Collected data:
════════════════════

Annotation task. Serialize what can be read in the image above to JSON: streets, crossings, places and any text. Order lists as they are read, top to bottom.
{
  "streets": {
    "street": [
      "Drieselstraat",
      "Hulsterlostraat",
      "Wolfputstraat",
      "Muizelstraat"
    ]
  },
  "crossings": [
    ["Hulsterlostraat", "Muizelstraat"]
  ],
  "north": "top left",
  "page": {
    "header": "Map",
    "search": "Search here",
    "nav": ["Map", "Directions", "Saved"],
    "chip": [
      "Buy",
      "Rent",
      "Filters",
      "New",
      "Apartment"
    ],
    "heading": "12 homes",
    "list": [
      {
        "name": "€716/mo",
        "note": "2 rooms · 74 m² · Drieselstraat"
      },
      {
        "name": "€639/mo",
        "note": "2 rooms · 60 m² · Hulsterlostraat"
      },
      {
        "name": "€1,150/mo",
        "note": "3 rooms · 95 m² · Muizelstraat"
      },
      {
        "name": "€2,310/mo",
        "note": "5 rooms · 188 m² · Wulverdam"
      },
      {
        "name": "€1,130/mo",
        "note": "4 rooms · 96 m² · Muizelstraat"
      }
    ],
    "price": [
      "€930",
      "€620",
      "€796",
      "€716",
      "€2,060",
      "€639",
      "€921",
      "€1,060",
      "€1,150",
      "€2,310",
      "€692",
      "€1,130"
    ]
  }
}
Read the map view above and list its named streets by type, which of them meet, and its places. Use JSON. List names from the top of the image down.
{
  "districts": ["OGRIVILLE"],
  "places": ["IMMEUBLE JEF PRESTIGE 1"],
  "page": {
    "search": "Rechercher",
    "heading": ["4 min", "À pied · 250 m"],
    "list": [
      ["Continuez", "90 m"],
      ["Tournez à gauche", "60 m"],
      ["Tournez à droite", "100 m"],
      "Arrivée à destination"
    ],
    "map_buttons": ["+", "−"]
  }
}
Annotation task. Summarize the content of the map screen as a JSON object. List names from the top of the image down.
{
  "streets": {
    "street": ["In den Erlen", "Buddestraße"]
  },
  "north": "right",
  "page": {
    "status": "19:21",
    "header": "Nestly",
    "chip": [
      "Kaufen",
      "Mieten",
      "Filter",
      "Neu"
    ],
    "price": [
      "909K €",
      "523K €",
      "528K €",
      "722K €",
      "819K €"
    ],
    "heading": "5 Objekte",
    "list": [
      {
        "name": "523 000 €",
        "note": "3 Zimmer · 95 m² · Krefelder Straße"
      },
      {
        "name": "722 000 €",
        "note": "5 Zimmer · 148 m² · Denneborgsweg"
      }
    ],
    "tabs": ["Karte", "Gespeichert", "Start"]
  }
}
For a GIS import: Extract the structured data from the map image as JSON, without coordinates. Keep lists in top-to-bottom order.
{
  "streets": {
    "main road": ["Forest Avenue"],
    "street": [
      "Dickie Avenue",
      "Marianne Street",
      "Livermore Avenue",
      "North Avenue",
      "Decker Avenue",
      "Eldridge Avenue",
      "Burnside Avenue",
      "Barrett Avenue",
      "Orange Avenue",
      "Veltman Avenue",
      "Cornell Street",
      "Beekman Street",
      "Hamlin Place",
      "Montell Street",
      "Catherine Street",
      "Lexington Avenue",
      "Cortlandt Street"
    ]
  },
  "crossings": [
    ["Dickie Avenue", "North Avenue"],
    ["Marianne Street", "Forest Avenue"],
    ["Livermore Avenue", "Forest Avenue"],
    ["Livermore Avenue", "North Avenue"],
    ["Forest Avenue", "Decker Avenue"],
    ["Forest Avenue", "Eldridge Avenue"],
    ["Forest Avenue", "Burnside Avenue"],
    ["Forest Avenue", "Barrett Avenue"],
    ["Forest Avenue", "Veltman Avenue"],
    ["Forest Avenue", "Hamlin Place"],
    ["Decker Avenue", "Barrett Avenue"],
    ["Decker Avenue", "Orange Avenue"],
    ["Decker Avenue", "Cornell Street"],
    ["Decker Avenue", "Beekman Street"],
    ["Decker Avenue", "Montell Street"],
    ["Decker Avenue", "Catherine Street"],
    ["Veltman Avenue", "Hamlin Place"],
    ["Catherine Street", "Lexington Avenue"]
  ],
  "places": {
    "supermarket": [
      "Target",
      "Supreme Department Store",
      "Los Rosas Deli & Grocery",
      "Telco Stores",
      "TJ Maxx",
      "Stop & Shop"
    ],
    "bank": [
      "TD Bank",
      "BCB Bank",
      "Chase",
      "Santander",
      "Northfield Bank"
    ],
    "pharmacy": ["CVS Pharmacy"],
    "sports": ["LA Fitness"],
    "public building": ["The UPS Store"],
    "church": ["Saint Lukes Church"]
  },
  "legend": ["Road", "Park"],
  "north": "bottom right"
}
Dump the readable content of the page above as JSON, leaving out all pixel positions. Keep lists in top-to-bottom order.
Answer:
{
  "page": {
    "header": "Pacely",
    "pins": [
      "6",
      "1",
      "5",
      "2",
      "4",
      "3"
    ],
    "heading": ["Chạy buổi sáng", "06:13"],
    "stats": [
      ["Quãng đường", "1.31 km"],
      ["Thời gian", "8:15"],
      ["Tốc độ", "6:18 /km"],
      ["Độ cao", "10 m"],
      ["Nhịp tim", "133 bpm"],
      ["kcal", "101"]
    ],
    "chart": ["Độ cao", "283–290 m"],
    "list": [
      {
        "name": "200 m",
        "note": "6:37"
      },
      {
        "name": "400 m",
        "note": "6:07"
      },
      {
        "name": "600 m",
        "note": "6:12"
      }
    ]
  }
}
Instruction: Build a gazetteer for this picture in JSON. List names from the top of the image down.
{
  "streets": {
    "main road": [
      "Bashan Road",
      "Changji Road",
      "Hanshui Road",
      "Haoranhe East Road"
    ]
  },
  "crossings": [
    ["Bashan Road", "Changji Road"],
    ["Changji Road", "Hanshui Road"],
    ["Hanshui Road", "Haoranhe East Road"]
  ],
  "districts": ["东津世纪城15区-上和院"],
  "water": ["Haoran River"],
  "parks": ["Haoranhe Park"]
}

════════════════════

# YOUR GOAL
Take the entries and print them exactly. Keep every line.

# OUTPUT OF THE EXERCISE
Annotation task. Serialize what can be read in the image above to JSON: streets, crossings, places and any text. Order lists as they are read, top to bottom.
{
  "streets": {
    "street": [
      "Drieselstraat",
      "Hulsterlostraat",
      "Wolfputstraat",
      "Muizelstraat"
    ]
  },
  "crossings": [
    ["Hulsterlostraat", "Muizelstraat"]
  ],
  "north": "top left",
  "page": {
    "header": "Map",
    "search": "Search here",
    "nav": ["Map", "Directions", "Saved"],
    "chip": [
      "Buy",
      "Rent",
      "Filters",
      "New",
      "Apartment"
    ],
    "heading": "12 homes",
    "list": [
      {
        "name": "€716/mo",
        "note": "2 rooms · 74 m² · Drieselstraat"
      },
      {
        "name": "€639/mo",
        "note": "2 rooms · 60 m² · Hulsterlostraat"
      },
      {
        "name": "€1,150/mo",
        "note": "3 rooms · 95 m² · Muizelstraat"
      },
      {
        "name": "€2,310/mo",
        "note": "5 rooms · 188 m² · Wulverdam"
      },
      {
        "name": "€1,130/mo",
        "note": "4 rooms · 96 m² · Muizelstraat"
      }
    ],
    "price": [
      "€930",
      "€620",
      "€796",
      "€716",
      "€2,060",
      "€639",
      "€921",
      "€1,060",
      "€1,150",
      "€2,310",
      "€692",
      "€1,130"
    ]
  }
}
Read the map view above and list its named streets by type, which of them meet, and its places. Use JSON. List names from the top of the image down.
{
  "districts": ["OGRIVILLE"],
  "places": ["IMMEUBLE JEF PRESTIGE 1"],
  "page": {
    "search": "Rechercher",
    "heading": ["4 min", "À pied · 250 m"],
    "list": [
      ["Continuez", "90 m"],
      ["Tournez à gauche", "60 m"],
      ["Tournez à droite", "100 m"],
      "Arrivée à destination"
    ],
    "map_buttons": ["+", "−"]
  }
}
Annotation task. Summarize the content of the map screen as a JSON object. List names from the top of the image down.
{
  "streets": {
    "street": ["In den Erlen", "Buddestraße"]
  },
  "north": "right",
  "page": {
    "status": "19:21",
    "header": "Nestly",
    "chip": [
      "Kaufen",
      "Mieten",
      "Filter",
      "Neu"
    ],
    "price": [
      "909K €",
      "523K €",
      "528K €",
      "722K €",
      "819K €"
    ],
    "heading": "5 Objekte",
    "list": [
      {
        "name": "523 000 €",
        "note": "3 Zimmer · 95 m² · Krefelder Straße"
      },
      {
        "name": "722 000 €",
        "note": "5 Zimmer · 148 m² · Denneborgsweg"
      }
    ],
    "tabs": ["Karte", "Gespeichert", "Start"]
  }
}
For a GIS import: Extract the structured data from the map image as JSON, without coordinates. Keep lists in top-to-bottom order.
{
  "streets": {
    "main road": ["Forest Avenue"],
    "street": [
      "Dickie Avenue",
      "Marianne Street",
      "Livermore Avenue",
      "North Avenue",
      "Decker Avenue",
      "Eldridge Avenue",
      "Burnside Avenue",
      "Barrett Avenue",
      "Orange Avenue",
      "Veltman Avenue",
      "Cornell Street",
      "Beekman Street",
      "Hamlin Place",
      "Montell Street",
      "Catherine Street",
      "Lexington Avenue",
      "Cortlandt Street"
    ]
  },
  "crossings": [
    ["Dickie Avenue", "North Avenue"],
    ["Marianne Street", "Forest Avenue"],
    ["Livermore Avenue", "Forest Avenue"],
    ["Livermore Avenue", "North Avenue"],
    ["Forest Avenue", "Decker Avenue"],
    ["Forest Avenue", "Eldridge Avenue"],
    ["Forest Avenue", "Burnside Avenue"],
    ["Forest Avenue", "Barrett Avenue"],
    ["Forest Avenue", "Veltman Avenue"],
    ["Forest Avenue", "Hamlin Place"],
    ["Decker Avenue", "Barrett Avenue"],
    ["Decker Avenue", "Orange Avenue"],
    ["Decker Avenue", "Cornell Street"],
    ["Decker Avenue", "Beekman Street"],
    ["Decker Avenue", "Montell Street"],
    ["Decker Avenue", "Catherine Street"],
    ["Veltman Avenue", "Hamlin Place"],
    ["Catherine Street", "Lexington Avenue"]
  ],
  "places": {
    "supermarket": [
      "Target",
      "Supreme Department Store",
      "Los Rosas Deli & Grocery",
      "Telco Stores",
      "TJ Maxx",
      "Stop & Shop"
    ],
    "bank": [
      "TD Bank",
      "BCB Bank",
      "Chase",
      "Santander",
      "Northfield Bank"
    ],
    "pharmacy": ["CVS Pharmacy"],
    "sports": ["LA Fitness"],
    "public building": ["The UPS Store"],
    "church": ["Saint Lukes Church"]
  },
  "legend": ["Road", "Park"],
  "north": "bottom right"
}
Dump the readable content of the page above as JSON, leaving out all pixel positions. Keep lists in top-to-bottom order.
Answer:
{
  "page": {
    "header": "Pacely",
    "pins": [
      "6",
      "1",
      "5",
      "2",
      "4",
      "3"
    ],
    "heading": ["Chạy buổi sáng", "06:13"],
    "stats": [
      ["Quãng đường", "1.31 km"],
      ["Thời gian", "8:15"],
      ["Tốc độ", "6:18 /km"],
      ["Độ cao", "10 m"],
      ["Nhịp tim", "133 bpm"],
      ["kcal", "101"]
    ],
    "chart": ["Độ cao", "283–290 m"],
    "list": [
      {
        "name": "200 m",
        "note": "6:37"
      },
      {
        "name": "400 m",
        "note": "6:07"
      },
      {
        "name": "600 m",
        "note": "6:12"
      }
    ]
  }
}
Instruction: Build a gazetteer for this picture in JSON. List names from the top of the image down.
{
  "streets": {
    "main road": [
      "Bashan Road",
      "Changji Road",
      "Hanshui Road",
      "Haoranhe East Road"
    ]
  },
  "crossings": [
    ["Bashan Road", "Changji Road"],
    ["Changji Road", "Hanshui Road"],
    ["Hanshui Road", "Haoranhe East Road"]
  ],
  "districts": ["东津世纪城15区-上和院"],
  "water": ["Haoran River"],
  "parks": ["Haoranhe Park"]
}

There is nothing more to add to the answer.